I believe that this command sets things up so that the domain will automatically renew itself. You shouldn't ever need to run this command again. I'll come back and correct this paragraph if I later discover that I was wrong.

Your cert will be found in files named something like:

/etc/letsencrypt/live/your-domain.org/fullchain.pem
/etc/letsencrypt/live/your-domain.org/privkey.pem

You should make sure the "privkey.pem" file remains secure. This is you private key. This is what the webserver uses to verify your server's identity to strangers.

8.0 Activating HTTPS

Now that you have a cert, you can make additional systemd configuration entries to serve TLS HTTPS requests arriving on port 443. First create a file named /etc/systemd/system/https.socket that looks like this:

[Unit]
Description=HTTPS socket

[Socket]
Accept=yes
ListenStream=443
NoDelay=true

[Install]
WantedBy=sockets.target

Then create another file named /etc/systemd/system/https@.service like this:

[Unit]
Description=HTTPS socket server
After=network-online.target

[Service]
WorkingDirectory=/home/www
ExecStart=/usr/bin/althttpd -root /home/www -user www-data -cert /etc/letsencrypt/live/your-domain.org/fullchain.pem -pkey /etc/letsencrypt/live/your-domain.org/privkey.pem
StandardInput=socket

[Install]
WantedBy=multi-user.target

These two files are very similar to the ones created for HTTP service in step 6.0 above. The key differences:

The filenames say "https" instead of "http".
The TCP port is 443 instead of 80
The althttpd command has extra -cert and -pkey arguments to identify your certificate.

After creating these two files, run:

systemctl daemon-reload
systemctl enable https.socket
systemctl start https.socket

After doing so, you should then be able to browser your website using a TLS encrypted connection.

9.0 Logging Web Traffic

If you want to log your web traffic (recommended), create a new directory named /home/www/log and change the owner to www-data. Then edit the *.service files created in steps 6.0 and 8.0 above to add the term "--log /log/http.log" to the "ExecStart=..." line.

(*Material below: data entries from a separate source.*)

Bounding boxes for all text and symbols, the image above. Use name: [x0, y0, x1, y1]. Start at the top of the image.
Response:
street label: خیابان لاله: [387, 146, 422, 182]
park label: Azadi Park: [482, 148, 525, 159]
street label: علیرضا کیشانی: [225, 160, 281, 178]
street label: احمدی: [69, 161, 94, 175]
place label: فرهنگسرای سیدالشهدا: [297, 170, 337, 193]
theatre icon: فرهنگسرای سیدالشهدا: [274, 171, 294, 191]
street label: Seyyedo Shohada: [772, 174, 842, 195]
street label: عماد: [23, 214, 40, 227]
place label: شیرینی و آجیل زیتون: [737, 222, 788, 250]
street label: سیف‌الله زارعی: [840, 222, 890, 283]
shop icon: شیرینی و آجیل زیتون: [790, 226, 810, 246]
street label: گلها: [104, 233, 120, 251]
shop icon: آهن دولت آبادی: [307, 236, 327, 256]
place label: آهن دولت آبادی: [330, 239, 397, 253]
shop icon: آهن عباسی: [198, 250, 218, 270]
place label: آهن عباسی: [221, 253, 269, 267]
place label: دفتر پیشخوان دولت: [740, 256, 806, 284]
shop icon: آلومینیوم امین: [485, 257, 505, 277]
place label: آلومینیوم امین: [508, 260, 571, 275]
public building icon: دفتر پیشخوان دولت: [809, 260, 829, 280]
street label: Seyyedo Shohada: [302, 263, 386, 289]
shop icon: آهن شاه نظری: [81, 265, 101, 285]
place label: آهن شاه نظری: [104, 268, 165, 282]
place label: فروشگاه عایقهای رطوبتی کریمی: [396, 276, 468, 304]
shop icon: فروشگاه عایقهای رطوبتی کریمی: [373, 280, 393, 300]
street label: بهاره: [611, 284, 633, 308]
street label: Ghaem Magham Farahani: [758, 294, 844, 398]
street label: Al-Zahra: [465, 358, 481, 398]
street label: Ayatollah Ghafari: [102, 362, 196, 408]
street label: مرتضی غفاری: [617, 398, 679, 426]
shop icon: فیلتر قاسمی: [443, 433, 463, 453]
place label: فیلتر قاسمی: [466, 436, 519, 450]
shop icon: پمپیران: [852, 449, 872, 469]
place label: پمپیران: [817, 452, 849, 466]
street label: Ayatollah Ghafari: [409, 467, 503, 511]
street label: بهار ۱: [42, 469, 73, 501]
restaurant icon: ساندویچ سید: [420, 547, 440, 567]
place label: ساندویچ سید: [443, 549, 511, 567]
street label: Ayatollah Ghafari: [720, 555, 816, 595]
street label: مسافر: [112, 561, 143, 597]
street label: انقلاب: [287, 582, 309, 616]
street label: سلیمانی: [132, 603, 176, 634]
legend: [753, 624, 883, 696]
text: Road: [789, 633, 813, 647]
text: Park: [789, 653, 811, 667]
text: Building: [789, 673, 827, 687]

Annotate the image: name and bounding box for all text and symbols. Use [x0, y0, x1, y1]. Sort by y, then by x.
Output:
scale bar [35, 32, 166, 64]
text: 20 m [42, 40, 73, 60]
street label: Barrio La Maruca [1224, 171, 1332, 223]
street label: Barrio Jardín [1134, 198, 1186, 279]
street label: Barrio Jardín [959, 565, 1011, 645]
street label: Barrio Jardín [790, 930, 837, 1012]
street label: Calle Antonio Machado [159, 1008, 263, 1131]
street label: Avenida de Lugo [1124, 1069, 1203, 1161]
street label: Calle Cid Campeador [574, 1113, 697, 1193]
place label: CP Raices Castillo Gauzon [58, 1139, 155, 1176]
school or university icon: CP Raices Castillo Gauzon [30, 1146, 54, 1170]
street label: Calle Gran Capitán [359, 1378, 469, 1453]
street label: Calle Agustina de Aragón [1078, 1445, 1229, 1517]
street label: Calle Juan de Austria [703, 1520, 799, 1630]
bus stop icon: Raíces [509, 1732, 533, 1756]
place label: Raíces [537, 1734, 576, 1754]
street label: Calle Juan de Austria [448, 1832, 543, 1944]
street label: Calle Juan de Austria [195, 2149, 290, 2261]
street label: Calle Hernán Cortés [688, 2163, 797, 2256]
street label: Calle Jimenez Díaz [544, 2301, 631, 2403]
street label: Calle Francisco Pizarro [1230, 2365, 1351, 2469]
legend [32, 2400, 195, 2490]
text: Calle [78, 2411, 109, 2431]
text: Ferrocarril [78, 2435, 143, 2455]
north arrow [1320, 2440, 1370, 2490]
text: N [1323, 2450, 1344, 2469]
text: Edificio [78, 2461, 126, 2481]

Notice that the filename is "/log/http.log", not "/home/www/log/http.log". That is because althttpd will do a chroot to the /home/www directory before it does anything else. This is a security feature to prevent an error in a CGI script or something from compromising your system. Because of the chroot, the /home/www/log/http.log" file will really be called "/log/http.log" from the point of view of althttpd.

After making these changes run:

systemctl restart http.socket
systemctl restart https.socket

10.0 Other Configuration Changes

You can now tinker with other configuration changes. Adding an option like "--ipshun /ipshun" is recommended to help quash malicious spiders. You might also want to add new "*.website" folders under "/home/www" for specific domains. See other althttpd documentation for guidance and suggestions. This tutorial should be sufficient to get you started.